Zusters en broeders,
De geboorte van een kind is een bijzondere, een onvergetelijke gebeurtenis voor elke moeder. Een verlangen dat werkelijkheid, en een wachten dat vreugde wordt. En ook een verlossing van onzekerheid, en van angst voor tegenslag en mislukking. Nu is er tijd voor vreugde en geluk om de hergeboorte van de vrouw die moeder, en de man die vader wordt. Een nieuw leven, met nieuwe mogelijkheden en een nieuwe toekomst.
In de eerste lezing wekt de geboorte van een Kind zo’n vreugdegezangen op. Het volk dat in het donker leeft, ziet nu een groot licht dat straalt over hun land van doodse duisternis. De profeet Jesaja noemt het Kind wonderbare Raadsman, goddelijke Held, eeuwige Vader, Vredevorst. Alle macht wordt Hem gegeven, en zijn rijk wordt gebouwd op recht en gerechtigheid. Niet voor enige tijd, maar van nu af tot in eeuwigheid.
Dat zijn zeer hoge woorden, en ook in het evangelie horen we woorden van vrede en geluk. Het kind wordt nochtans niet geboren in een paleis, en zijn ouders zij geen rijke en machtige vorsten, maar eenvoudige mensen, en omdat er geen plaats was in een herberg, ligt hun kind ergens in een kribbe. Toch wordt de geboorte plechtig en met vreugde verkondigd. Niet aan keizer Augustus die in zijn reusachtig rijk een volkstelling heeft uitgeschreven, niet aan andere machtigen der aarde, maar aan doodgewone mensen: aan herders die ook gedurende de nacht hun kudde moeten bewaken. Zij zullen het Kind bezoeken. Het Kind dat de Redder is, Christus de Heer. Die geboorte moet gevierd worden, de geboorte van Gods menswording.
Misschien denken we daar veel te weinig aan. Meer en meer lijkt Kerstmis alleen maar een feest van veel te veel eten en drinken, van eindeloos veel cadeaus en van dikwijls lachwekkend veel licht op straten, pleinen en huizen. Maar dat is Kerstmis niet. Kerstmis is een feest van vrede en geluk omdat God onder ons heeft willen wonen.

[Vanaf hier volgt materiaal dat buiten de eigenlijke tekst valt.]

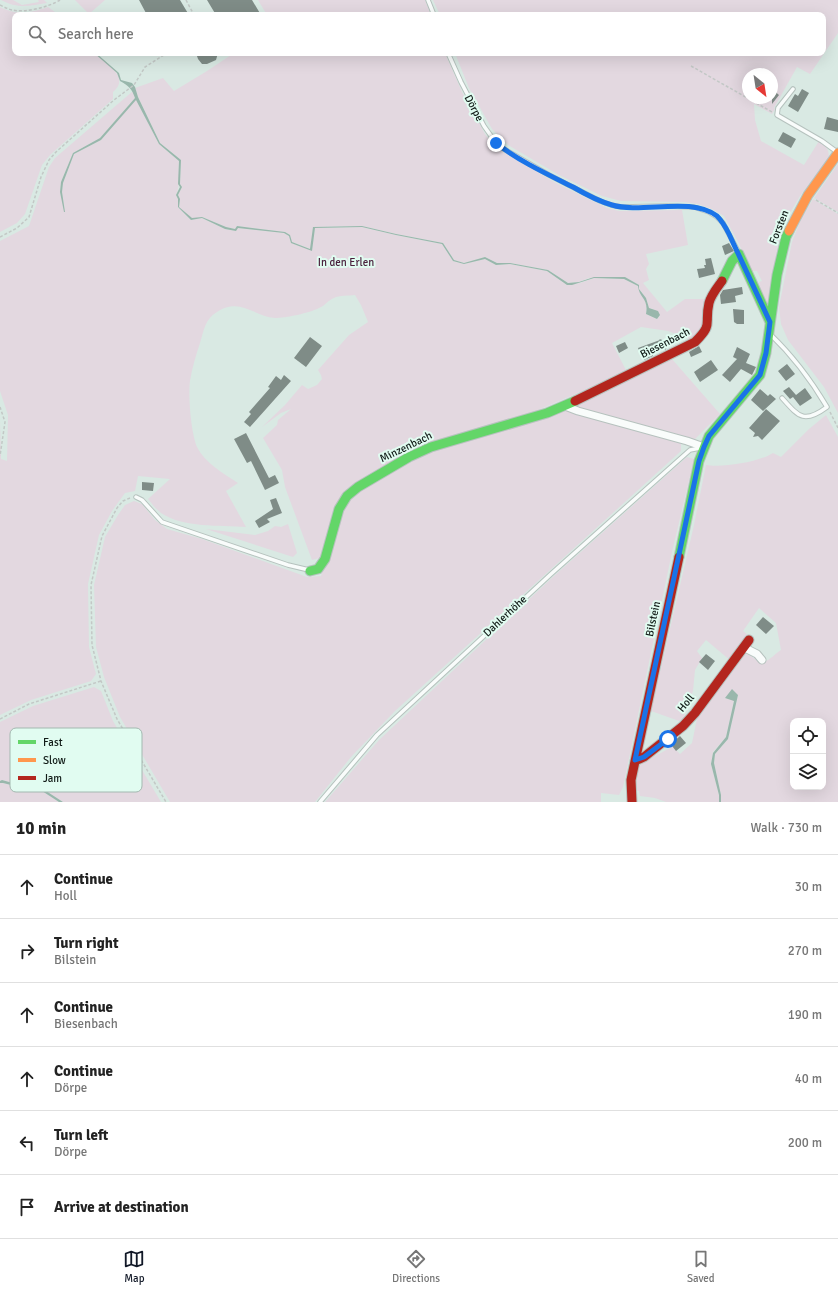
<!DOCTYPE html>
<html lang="en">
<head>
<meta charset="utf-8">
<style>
	:root { --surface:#fff; --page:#f6f6f6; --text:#222; --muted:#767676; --line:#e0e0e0; --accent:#111827 }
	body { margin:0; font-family:Signika,sans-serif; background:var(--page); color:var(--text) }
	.controls { position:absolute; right:12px; bottom:12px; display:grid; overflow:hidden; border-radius:8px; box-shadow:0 4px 16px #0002 }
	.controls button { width:36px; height:36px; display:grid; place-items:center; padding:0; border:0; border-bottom:1px solid var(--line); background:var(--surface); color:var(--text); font:20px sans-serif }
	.compass { position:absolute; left:742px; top:68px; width:36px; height:36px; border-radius:50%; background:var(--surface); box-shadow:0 4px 16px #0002; rotate:150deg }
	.stop { position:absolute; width:12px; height:12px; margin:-9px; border:3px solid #1a73e8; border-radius:50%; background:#fff }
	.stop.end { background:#1a73e8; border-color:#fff; box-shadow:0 1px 4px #0008 }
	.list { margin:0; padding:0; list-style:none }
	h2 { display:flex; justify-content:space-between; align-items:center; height:52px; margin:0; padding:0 16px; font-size:17px }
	h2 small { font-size:13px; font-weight:400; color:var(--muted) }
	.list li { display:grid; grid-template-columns:26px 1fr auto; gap:12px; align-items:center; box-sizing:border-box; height:64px; padding:0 16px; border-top:1px solid var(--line) }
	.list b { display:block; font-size:15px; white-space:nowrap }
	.list p { margin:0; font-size:13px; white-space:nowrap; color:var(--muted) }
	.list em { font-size:13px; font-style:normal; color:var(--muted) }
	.icon { flex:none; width:22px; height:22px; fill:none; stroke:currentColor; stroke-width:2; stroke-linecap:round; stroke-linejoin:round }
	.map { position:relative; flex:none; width:838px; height:802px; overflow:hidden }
	.search { position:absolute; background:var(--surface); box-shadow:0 4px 16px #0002; left:12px; right:12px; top:12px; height:44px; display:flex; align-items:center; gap:10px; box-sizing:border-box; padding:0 14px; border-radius:8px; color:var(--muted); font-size:15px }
	.sheet { height:436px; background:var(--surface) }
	nav { display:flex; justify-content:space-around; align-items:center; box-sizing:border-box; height:56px; border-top:1px solid var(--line); background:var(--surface); font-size:11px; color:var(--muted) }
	nav a { display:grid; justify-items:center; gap:2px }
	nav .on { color:var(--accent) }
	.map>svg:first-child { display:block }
	.green { fill:#e3d8e0; fill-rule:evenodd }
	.water { fill:#99b7ac }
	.building { fill:#7f8c87 }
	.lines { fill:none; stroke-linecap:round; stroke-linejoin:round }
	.lane-casing { stroke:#b6c2be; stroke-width:5.5 }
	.street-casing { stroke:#b6c2be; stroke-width:9 }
	.fast-casing { stroke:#b6c2be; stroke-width:11 }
	.slow-casing { stroke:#b6c2be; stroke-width:11 }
	.jam-casing { stroke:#b6c2be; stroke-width:11 }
	.path { stroke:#c3c8c6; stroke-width:1.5; stroke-dasharray:3 2; stroke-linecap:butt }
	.lane { stroke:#f9fcfb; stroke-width:3.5 }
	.street { stroke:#f9fcfb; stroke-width:7 }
	.fast { stroke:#63d668; stroke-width:9 }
	.slow { stroke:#ff974d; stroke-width:9 }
	.jam { stroke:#b3261e; stroke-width:9 }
	.route { stroke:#1a73e8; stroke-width:5 }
	.labels { text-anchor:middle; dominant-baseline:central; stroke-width:4; stroke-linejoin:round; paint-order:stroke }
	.street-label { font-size:11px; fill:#111b17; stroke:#e1fcf1 }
	.park-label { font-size:11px; fill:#4a203c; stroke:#e1fcf1 }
	.key { fill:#e1fcf1; stroke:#a3b8b0; stroke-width:1 }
	.key-label { font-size:11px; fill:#111b17 }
</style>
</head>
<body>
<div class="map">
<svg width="838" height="802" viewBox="0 0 838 802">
	<rect width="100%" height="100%" fill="#d9e9e3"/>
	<path class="green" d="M1,0H13L22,5L39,2L38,0H44L47,3C29,6 18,9 1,0Z
		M75,0H105L89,14Z
		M258,0H425L431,15H267Z
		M433,0H838V33L810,74L797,67L774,108L775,109L772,114L754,104L755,120L761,141L804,165L819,141C826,146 829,149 829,158L800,196L788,216L779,237L768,307L758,287L760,286L759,282L762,281L757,271H752L737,240L724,216L712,209L698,204L684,202L621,201L602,196L559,175L508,145L492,129L469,88L455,53H823V15H440ZM748,74H772V98H748Z
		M0,7C18,16 30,13 48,7L59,15H15V53H94C106,63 131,77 113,92V99L50,155L42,165L25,214L17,223L0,232Z
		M234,53H445L462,92L485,134L493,144L503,152L556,183L607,208L619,211L682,210L688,245L646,254L649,264L646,269L649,280L643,283L667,312L685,299H707L706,318L701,332L692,340L668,331L641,327L612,343L627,372L531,413L431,443L368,478L343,493L336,506L320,558L312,560L285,487L282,470L263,438L277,425L278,420L291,409L281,413L262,427L285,405L302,385L308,389L317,385L322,379L321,375L318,370L349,335L368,322L361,305L355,295C349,296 339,295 334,298C328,300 325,306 319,308C310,313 285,318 275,318C253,316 240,297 217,312C205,319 204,330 200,343C196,355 192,368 190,381C188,396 191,433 197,447C205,463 223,473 238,483L226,491L246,527C220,525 183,528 161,513C156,509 152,504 148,499L170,479L138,476L135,491L125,493L112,511L99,535L88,584L89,647L96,674L91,681L31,700L0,715V421L1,459L7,461L8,415L0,391V241L29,226L49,167L55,158L133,91L135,98L100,138L73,153L61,182L60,192L65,211L62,192L63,183L74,154L101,140L136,99L159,144L179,161C178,172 181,184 176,195L178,199V207L191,220L202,218L225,229L236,231L237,228L284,233L289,236L291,243L312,250L315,228L362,227L396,235L442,244L453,261L464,264L485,259L496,265L510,264L547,271L567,285L580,283L594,278L624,279L638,286C639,297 649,298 646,314L657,319L660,315L653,309L649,308L646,298L639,289V285L625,277L589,278L579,282L568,283L548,270L510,263H497L485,257L464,263L454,260L443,243L396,234L362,226L313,227L311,249L292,242L290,235L285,232L237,226L235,229L226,227L202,217L192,219L179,207L180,199L178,195L182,187L180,184L181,160L160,143L138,97L135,88L163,78L174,91L207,71Z
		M838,164V212L814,198Z
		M813,199L838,214V413L824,387L788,340L781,324L779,307L792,242L802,217Z
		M672,359L720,414L694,440L579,407L576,404Z
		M567,411L681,443V451L395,711L351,757L315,802H170L120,717L104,677L96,647L94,585L105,537L118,515L125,505L134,501L142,504L155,520L167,529L202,539L307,577L321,576L344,510L353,496L371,483L441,446L555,412Z
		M826,415L838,437V802H721V795L714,763L715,754L728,739L738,695L725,698L734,700L726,737L713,752L711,764L719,795V802H666L655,798L640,796L639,791H636C637,785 635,775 638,769C643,758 663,754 672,746L680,754L692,743L698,714L743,654C753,653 757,664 764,662C770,660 776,653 781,650L776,623L759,608L743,631L748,635L744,644L731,661L706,640L697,651L702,658L695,670L693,691L682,722L651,711L694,525L706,465C723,468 759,462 773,453L781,457L809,429ZM793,721H823V787H793Z
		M687,457L694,459L672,552L623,787L619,795L601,793V802H325L379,740L554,576Z
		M288,524L297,553L293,557L206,529L255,535L268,531L275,526L281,527Z
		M94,687L101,691L113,721L161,802H63L43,789L27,787L2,780L0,781V722L33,706Z
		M0,783H3L27,789L42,791L59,802H0Z"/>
	<path class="water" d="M94,53H96L119,73L121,80L132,83L135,87L138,97L160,143L181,160L180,184L182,187L178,195L180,199L179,207L192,218L202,217L226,227L235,229L237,226L285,232L290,235L292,242L310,249L313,227L362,226L396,234L443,243L454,260L464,263L485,257L497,263H510L548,270L568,283L579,282L594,277H625L639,285V289L646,298L649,308L658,311L660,315L657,319L646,314C649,298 639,298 638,286L624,279L594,278L572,285H567L547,271L510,264L496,265L485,259L464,264L453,261L442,244L396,235L362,227L315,228L312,251L291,243L289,236L284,233L238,228L236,231L225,229L202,218L191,220L178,207V199L176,195L180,187L178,184L179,161L159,144L136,100L101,140L74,154L63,183L62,192L65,212H64L60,192L61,182L73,153L100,138L135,98C132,89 129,86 120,81L117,73Z
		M732,689L738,695L728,739L715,754L714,763L721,795V802H719V795L711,764L713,753L726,737L734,701L725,698Z
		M2,780L27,787L43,789L63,802H59L42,791L27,789L3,783H0V781Z"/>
	<path class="building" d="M139,0H180L189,15H147Z
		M207,0H252L261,15H216Z
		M196,53H218L216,60L207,64H202L198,59Z
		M772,89L779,95L772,104Z
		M802,89L809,93L798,112L788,106L795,94L798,96Z
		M827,117L838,120V132L824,129Z
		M783,132L796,139L791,148L778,141Z
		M729,243L734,251L725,255L722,246Z
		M711,258L715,274L699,278L697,269L705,268L704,265H706L705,259Z
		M742,287L743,294L735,296L736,302L721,304L720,295L723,290Z
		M733,309L744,310V324H737L734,322Z
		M310,337L322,346L306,367L294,358Z
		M659,339L673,343L668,344L666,349L665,350L663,346L651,350L653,356L644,360L642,355L641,356L638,348L660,340Z
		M625,342L628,348L619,353L616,346Z
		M699,346L702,352L691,357L689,352Z
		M737,347L750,354L746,363L756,367L752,375L741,369L730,382L722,375L737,359L733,357Z
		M711,360L718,370L700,382L694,372Z
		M787,364L795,374L786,381L778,371Z
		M284,375L291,381L250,427L244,422L251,414L249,412L270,388L268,387L276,376L281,380Z
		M789,387L796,395L805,388L812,398L800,406L793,397L790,399L783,391Z
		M760,389L768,396L770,394L776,399L763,411L751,400Z
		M766,409L780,421L762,440L758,436L753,437L755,433L749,428Z
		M246,433L269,478L275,475L279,483L265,490L251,461L247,463L234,439Z
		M142,482L154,483L153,491L142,490Z
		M276,498L282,513L267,519L270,522L259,528L255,521L273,509L270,500Z
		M763,617L774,626L766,634L756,625Z
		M706,654L715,661L708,670L699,662Z
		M680,736L686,743L676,751L672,746L674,745L672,743Z"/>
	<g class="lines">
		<g class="lane-casing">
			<path id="lane" d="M428,0L434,15
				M448,53L461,82L484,126L496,143L504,149L549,175L600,201L611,205L621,207L667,206L694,207L709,212L717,217L723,223L739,253
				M793,89L778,108L777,115L822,141L837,152
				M770,334C792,355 811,380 827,407C804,424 799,417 782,398
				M136,497L142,500L162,522L288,565L309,570
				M320,802L377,735L551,574L690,450L700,448"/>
		</g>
		<g class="street-casing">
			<path id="street" d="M565,406L578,411L687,441L704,447
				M745,648L757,654L762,660"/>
		</g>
		<g class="fast-casing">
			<path id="fast" d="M722,281L732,261L739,254L770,322
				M679,557L699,461L709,436L760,375L766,353L777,275L786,237L789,231
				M310,571L318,569L325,559L339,509L347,496L358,487L409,457L431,447L547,413L575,401"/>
		</g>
		<g class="slow-casing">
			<path id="slow" d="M789,231L808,195L838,153"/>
		</g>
		<g class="jam-casing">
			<path id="jam" d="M575,401L695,342C714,323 704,325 709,303C711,295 717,288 722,281
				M635,761L644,757L683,726L695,713L749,640
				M632,802L631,780L679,557"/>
		</g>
		<path class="path" d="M186,0L194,15
			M0,5C4,7 8,9 12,10C25,13 49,7 60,0
			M691,66L772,112
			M816,200L838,213
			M0,237L17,228L29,217L41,177L49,160L56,152L114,100L134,85L145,67L167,53
			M0,407L5,422L0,456
			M830,412L838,428
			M130,498L123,501L117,508L102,536L91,585L92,645L101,681L117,719L166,802
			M0,719L29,704L101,681"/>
		<use href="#lane" class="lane"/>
		<use href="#street" class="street"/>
		<use href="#fast" class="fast"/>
		<use href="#slow" class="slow"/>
		<use href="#jam" class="jam"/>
	</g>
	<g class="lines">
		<path class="route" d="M496,143C519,161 547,174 573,187C585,194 598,201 612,205C642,214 690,196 717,216C722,221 726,228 729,234L770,322L766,353L760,375L709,436L704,447L699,461L635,760L644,757L668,739"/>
	</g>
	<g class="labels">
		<g class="street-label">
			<text transform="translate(474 108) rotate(62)">Dörpe</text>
			<text transform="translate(779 227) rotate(-68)">Forsten</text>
			<text transform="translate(665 343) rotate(-27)">Biesenbach</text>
			<text transform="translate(406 447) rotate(-26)">Minzenbach</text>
			<text transform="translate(505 616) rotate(-43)">Dahlerhöhe</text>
			<text transform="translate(653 619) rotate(-78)">Bilstein</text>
			<text transform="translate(686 703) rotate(-51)">Holl</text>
		</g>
		<g class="park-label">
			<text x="346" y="262">In den Erlen</text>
		</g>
	</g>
	<rect x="10" y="728" width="132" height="64" rx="6" class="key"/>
	<rect x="18" y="740" width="18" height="4" fill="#63d668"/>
	<rect x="18" y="758" width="18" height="4" fill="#ff974d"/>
	<rect x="18" y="776" width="18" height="4" fill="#b3261e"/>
	<g class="key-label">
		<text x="43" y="746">Fast</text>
		<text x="43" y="764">Slow</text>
		<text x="43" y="782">Jam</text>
	</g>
</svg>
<div class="controls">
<button><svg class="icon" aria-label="locate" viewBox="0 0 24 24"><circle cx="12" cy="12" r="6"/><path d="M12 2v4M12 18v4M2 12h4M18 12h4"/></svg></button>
<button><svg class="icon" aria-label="layers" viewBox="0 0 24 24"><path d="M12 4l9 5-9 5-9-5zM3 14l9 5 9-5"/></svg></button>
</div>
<svg class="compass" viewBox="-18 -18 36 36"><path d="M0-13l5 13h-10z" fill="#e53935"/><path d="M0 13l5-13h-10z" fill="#767676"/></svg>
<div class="stop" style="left:668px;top:739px"></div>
<div class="stop end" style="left:496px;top:143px"></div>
<div class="search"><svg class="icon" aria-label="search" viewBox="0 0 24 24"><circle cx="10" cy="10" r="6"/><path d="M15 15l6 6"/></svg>Search here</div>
</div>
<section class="sheet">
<h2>10 min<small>Walk · 730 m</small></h2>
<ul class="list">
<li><svg class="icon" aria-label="ahead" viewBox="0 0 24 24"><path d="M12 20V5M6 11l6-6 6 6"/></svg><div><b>Continue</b><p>Holl</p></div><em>30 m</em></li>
<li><svg class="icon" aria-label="right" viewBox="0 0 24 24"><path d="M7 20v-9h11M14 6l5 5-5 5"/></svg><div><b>Turn right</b><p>Bilstein</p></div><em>270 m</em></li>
<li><svg class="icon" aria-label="ahead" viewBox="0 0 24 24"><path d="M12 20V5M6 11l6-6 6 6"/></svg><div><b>Continue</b><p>Biesenbach</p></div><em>190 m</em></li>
<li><svg class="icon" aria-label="ahead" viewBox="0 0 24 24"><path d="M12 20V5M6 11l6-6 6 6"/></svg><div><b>Continue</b><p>Dörpe</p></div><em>40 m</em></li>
<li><svg class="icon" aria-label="left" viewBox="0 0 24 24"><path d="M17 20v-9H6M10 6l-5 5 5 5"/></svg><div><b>Turn left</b><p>Dörpe</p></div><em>200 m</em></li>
<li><svg class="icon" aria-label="arrive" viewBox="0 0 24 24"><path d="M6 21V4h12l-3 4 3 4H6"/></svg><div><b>Arrive at destination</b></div></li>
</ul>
</section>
<nav>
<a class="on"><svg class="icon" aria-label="map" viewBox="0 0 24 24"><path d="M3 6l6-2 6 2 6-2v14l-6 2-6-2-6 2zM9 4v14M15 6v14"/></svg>Map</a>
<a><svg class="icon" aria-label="directions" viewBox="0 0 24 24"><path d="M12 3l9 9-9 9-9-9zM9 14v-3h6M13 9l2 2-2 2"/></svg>Directions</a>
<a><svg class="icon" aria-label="saved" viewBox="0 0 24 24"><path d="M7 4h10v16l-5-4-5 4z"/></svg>Saved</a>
</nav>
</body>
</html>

Wat zou het mooi zijn mocht zijn komst op aarde een nieuwe wereld scheppen. Geen wereld vol haat, uitbuiting en volkerenmoord, maar een wereld vol liefde, gelijkheid en vrede. Geen wereld vol wreedheid, kindermoord en onmenselijk fanatisme, maar een wereld vol hulpvaardigheid, barmhartigheid en begrip. Geen wereld vol waanzinnige rijkdom en vreselijke armoede, maar een wereld vol broederlijk delen en wederzijdse hulp. Geen wereld vol wantrouwen en angst, maar een wereld vol geluk en vertrouwen.
Zusters en broeders, de boodschap van de engel aan de herders is een boodschap vol hoop en vol toekomst. Hij zegt: ‘Vrees niet, want ik verkondig u een vreugdevolle boodschap die bestemd is voor heel het volk.’ Mocht het zo zijn: dat we geen vrees kennen, maar alleen maar vreugde omdat God is komen wonen ‘onder de mensen in wie Hij welbehagen heeft’. Dat zingen de engelen vol vreugde, en ze hebben gelijk, want God heeft welbehagen in álle mensen. Want alle mensen zijn zijn schepselen, en Hij draagt ze allen in de palm van zijn hand. Mocht dit voor ons Kerstmis zijn: de vreugde omdat God mens is willen worden. Mochten we zoeken naar de vrede die leeft in zijn Rijk van vrede en gerechtigheid. Niet voor enige tijd, maar van nu af tot in eeuwigheid. Amen.